[TRY IT]: Each line holding the string "overview" is to be copied from the data.

--------

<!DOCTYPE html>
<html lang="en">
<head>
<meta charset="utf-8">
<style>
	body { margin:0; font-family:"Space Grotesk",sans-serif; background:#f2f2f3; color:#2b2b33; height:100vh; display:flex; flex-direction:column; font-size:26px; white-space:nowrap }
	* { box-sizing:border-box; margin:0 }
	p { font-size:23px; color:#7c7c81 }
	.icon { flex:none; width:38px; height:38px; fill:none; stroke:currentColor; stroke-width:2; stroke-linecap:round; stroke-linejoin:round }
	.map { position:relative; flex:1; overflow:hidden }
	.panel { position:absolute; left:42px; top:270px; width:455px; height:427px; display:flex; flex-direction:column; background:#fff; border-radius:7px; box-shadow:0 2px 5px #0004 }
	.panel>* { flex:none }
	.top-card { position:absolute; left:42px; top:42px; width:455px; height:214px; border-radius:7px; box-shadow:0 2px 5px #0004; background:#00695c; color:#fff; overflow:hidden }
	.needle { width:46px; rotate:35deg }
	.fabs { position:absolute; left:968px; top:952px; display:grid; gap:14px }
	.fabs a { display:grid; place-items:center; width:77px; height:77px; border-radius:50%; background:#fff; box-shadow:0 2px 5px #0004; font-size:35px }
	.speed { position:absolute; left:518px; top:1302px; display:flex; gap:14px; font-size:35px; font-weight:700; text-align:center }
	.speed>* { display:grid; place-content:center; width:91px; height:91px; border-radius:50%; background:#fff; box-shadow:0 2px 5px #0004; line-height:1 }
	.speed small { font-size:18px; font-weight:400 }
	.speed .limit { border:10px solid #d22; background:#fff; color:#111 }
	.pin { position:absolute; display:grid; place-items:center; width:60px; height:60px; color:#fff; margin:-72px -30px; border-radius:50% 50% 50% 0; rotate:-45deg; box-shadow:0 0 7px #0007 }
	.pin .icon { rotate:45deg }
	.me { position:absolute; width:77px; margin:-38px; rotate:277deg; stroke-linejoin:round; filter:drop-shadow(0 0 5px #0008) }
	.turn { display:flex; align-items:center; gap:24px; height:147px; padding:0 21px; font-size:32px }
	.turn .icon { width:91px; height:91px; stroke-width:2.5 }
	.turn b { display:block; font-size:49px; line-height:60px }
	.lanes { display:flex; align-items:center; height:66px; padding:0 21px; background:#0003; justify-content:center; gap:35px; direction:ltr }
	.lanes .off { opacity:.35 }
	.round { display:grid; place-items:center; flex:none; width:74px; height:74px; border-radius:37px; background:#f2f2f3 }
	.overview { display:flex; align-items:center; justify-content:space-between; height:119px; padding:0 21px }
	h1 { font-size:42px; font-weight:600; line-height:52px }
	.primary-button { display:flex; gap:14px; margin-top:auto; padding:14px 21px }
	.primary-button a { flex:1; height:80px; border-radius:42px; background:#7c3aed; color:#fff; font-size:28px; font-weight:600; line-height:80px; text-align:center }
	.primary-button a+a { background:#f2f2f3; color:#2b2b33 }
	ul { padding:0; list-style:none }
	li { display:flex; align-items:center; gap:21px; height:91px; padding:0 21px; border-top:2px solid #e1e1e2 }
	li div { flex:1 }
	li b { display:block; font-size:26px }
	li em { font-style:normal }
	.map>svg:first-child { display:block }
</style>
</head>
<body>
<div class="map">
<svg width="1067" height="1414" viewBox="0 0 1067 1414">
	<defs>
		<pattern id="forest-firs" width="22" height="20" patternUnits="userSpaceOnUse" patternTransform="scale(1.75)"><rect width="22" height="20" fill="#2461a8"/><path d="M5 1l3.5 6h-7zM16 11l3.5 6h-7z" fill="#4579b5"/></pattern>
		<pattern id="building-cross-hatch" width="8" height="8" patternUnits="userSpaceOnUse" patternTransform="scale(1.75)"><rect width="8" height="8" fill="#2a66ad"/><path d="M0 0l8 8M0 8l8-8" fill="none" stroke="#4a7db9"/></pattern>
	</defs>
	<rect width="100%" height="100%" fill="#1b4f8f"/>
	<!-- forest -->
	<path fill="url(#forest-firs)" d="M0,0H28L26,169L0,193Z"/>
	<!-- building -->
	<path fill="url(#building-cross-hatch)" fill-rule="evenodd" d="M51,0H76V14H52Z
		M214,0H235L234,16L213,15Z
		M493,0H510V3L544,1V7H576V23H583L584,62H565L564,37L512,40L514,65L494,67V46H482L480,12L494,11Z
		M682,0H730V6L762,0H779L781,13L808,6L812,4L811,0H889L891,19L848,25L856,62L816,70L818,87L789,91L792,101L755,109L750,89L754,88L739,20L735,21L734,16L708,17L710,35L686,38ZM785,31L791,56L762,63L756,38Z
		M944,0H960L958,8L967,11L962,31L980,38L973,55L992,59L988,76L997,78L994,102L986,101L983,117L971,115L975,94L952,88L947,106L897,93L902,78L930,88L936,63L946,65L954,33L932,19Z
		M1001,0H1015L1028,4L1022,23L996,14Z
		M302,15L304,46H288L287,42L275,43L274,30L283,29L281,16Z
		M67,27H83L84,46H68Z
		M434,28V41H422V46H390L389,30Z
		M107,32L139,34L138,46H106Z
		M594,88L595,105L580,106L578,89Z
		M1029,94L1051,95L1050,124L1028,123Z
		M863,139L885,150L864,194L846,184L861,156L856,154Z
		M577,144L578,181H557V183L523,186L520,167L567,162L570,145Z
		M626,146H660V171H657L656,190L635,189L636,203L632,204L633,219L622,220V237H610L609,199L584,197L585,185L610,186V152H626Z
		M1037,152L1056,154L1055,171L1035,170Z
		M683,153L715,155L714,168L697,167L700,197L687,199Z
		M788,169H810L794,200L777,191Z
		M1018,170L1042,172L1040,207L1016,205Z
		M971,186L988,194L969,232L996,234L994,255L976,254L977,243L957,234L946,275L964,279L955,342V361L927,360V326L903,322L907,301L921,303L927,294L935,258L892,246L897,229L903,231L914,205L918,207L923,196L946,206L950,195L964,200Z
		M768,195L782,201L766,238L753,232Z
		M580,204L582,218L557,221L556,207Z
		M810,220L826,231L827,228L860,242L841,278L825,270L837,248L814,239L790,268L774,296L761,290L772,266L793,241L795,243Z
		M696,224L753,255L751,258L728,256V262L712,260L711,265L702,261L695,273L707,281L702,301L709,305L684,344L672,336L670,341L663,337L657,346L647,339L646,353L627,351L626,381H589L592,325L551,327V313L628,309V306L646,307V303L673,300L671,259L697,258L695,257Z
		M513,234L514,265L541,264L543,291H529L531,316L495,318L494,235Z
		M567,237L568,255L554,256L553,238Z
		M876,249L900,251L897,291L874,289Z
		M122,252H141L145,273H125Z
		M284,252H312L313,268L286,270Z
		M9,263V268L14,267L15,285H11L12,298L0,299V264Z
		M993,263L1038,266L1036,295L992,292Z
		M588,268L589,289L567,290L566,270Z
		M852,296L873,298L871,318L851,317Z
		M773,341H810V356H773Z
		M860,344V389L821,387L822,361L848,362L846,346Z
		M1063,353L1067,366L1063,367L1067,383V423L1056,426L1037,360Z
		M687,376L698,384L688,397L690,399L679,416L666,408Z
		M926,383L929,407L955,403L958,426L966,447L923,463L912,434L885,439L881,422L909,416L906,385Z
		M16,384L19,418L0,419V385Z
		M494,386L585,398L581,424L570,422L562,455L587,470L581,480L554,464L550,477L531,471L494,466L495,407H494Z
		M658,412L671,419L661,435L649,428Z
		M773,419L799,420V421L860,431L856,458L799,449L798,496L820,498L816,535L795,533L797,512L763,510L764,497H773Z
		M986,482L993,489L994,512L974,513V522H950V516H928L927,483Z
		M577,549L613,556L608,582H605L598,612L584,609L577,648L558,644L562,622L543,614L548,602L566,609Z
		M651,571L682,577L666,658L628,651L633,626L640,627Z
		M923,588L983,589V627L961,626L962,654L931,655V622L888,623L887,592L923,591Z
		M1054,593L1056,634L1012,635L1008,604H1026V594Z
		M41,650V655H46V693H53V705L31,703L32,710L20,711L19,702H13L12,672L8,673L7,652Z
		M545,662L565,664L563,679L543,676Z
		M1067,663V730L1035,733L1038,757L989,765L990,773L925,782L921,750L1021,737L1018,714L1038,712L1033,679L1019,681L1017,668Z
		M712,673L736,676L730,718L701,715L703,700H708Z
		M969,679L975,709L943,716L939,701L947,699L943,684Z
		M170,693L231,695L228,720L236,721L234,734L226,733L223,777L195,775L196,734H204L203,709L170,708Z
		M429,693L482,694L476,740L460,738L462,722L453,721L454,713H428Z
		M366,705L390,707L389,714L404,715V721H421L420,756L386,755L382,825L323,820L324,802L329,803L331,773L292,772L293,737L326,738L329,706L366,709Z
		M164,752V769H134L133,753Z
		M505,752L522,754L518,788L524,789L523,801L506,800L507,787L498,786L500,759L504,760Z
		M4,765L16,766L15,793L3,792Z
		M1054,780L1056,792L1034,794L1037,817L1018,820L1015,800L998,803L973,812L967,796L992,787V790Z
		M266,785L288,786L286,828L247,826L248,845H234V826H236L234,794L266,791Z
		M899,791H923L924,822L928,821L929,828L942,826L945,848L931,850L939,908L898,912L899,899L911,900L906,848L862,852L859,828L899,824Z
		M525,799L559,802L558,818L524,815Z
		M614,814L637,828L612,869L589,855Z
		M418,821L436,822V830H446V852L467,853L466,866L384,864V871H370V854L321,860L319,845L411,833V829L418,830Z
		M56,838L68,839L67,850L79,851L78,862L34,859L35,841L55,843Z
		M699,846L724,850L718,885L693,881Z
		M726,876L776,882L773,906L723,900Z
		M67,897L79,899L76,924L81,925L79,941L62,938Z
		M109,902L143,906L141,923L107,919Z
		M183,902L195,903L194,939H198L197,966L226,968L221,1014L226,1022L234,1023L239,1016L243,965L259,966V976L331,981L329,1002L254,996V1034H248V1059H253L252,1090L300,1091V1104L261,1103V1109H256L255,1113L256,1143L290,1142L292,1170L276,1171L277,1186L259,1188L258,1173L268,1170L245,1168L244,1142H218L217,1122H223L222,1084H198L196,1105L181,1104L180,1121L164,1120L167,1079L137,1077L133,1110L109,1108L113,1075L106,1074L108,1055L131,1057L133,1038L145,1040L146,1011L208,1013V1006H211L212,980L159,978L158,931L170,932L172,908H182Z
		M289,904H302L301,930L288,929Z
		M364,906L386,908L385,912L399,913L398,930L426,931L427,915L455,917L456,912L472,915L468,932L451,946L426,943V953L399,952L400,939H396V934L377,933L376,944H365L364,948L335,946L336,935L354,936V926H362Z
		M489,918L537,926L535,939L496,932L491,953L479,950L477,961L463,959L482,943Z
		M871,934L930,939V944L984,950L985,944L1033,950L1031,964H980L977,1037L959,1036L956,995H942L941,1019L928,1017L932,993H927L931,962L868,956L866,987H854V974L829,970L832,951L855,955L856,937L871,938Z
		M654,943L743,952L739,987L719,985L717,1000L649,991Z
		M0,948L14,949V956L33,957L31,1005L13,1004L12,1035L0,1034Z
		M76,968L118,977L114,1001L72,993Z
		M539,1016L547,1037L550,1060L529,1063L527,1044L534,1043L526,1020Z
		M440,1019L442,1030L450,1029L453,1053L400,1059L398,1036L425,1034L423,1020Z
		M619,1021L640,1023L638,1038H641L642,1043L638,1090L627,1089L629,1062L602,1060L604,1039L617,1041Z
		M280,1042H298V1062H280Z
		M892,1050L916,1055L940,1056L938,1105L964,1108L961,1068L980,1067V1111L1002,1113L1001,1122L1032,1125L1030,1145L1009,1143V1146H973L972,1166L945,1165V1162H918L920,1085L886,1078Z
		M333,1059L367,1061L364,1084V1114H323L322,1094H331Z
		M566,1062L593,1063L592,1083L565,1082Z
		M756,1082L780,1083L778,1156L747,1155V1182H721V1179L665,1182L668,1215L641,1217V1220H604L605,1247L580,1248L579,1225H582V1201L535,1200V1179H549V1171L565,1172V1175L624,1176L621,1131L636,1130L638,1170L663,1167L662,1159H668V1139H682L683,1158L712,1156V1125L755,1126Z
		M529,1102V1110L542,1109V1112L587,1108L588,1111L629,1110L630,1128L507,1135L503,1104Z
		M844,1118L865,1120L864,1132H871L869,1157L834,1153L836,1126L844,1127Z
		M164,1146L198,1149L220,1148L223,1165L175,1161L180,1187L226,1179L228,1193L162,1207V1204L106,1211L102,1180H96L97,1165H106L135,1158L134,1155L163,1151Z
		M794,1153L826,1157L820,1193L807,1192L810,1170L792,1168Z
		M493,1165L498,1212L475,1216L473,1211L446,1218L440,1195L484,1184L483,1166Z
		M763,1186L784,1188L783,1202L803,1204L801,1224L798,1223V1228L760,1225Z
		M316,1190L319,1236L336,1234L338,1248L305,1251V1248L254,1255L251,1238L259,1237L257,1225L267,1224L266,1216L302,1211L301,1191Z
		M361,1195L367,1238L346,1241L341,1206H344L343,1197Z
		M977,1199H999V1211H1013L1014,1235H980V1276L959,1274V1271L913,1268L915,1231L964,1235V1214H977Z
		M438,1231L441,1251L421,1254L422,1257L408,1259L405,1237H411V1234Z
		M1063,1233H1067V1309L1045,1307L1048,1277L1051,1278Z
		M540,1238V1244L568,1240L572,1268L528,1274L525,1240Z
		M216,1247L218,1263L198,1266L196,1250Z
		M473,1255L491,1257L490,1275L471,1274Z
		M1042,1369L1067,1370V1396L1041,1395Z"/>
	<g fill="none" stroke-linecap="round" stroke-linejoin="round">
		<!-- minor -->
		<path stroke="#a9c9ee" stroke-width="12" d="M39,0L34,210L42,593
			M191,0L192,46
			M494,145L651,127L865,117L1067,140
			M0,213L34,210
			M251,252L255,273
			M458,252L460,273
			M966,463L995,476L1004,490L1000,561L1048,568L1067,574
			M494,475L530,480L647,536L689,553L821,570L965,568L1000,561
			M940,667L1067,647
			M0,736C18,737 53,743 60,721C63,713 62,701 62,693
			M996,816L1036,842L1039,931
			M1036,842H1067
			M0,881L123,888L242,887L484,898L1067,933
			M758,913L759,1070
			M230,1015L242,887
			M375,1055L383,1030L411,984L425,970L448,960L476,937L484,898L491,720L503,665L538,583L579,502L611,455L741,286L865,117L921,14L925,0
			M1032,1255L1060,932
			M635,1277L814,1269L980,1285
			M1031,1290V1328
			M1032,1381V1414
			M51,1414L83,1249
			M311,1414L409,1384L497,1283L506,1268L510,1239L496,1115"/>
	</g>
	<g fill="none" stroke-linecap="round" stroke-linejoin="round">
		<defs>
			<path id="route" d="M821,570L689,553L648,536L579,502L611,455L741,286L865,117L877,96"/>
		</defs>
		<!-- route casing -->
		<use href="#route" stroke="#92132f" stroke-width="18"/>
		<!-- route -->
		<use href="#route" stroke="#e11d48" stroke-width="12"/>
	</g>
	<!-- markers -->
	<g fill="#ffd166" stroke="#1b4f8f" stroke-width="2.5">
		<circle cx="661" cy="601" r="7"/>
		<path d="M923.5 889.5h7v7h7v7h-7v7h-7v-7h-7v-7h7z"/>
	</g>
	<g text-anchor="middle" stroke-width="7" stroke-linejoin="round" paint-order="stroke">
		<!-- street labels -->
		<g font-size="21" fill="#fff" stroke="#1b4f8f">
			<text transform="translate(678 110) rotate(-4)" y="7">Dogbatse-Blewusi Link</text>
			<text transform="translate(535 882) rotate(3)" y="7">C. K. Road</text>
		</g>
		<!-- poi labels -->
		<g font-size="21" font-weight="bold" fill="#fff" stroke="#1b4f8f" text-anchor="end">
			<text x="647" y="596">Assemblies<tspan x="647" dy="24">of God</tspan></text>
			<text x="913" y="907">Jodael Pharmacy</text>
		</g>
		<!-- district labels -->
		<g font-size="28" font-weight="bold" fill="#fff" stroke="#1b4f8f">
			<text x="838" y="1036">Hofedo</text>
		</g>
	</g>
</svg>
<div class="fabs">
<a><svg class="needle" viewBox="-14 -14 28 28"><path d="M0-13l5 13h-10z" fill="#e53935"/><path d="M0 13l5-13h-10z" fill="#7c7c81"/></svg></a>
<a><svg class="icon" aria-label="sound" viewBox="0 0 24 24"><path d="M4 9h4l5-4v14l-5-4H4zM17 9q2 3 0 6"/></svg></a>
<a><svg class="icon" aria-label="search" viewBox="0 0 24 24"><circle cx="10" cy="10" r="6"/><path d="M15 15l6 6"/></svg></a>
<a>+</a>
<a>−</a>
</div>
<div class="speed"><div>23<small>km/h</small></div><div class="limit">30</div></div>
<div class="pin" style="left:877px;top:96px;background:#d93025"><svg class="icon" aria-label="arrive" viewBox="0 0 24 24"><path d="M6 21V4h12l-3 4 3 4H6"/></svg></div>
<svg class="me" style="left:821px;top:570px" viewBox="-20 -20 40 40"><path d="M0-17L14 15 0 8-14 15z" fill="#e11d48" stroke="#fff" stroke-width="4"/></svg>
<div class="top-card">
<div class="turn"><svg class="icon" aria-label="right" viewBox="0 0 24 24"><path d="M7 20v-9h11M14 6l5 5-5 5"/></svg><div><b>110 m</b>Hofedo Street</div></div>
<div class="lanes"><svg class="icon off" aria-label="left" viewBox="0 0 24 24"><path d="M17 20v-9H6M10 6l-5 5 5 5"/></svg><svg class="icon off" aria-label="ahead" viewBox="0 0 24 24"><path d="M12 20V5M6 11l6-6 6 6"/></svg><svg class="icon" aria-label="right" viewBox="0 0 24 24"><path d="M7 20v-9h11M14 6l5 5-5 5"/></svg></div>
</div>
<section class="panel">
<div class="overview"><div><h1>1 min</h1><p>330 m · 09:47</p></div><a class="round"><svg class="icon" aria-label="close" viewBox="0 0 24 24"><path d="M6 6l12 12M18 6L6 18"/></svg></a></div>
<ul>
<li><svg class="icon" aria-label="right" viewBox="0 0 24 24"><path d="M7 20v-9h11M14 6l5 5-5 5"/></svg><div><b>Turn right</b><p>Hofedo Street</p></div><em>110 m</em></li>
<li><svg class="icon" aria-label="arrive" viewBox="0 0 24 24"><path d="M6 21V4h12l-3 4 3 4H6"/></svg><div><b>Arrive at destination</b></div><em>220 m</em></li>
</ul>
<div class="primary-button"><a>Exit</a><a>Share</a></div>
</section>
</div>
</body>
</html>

--------

[ANSWER TO THIS TASK]:
	.overview { display:flex; align-items:center; justify-content:space-between; height:119px; padding:0 21px }
<div class="overview"><div><h1>1 min</h1><p>330 m · 09:47</p></div><a class="round"><svg class="icon" aria-label="close" viewBox="0 0 24 24"><path d="M6 6l12 12M18 6L6 18"/></svg></a></div>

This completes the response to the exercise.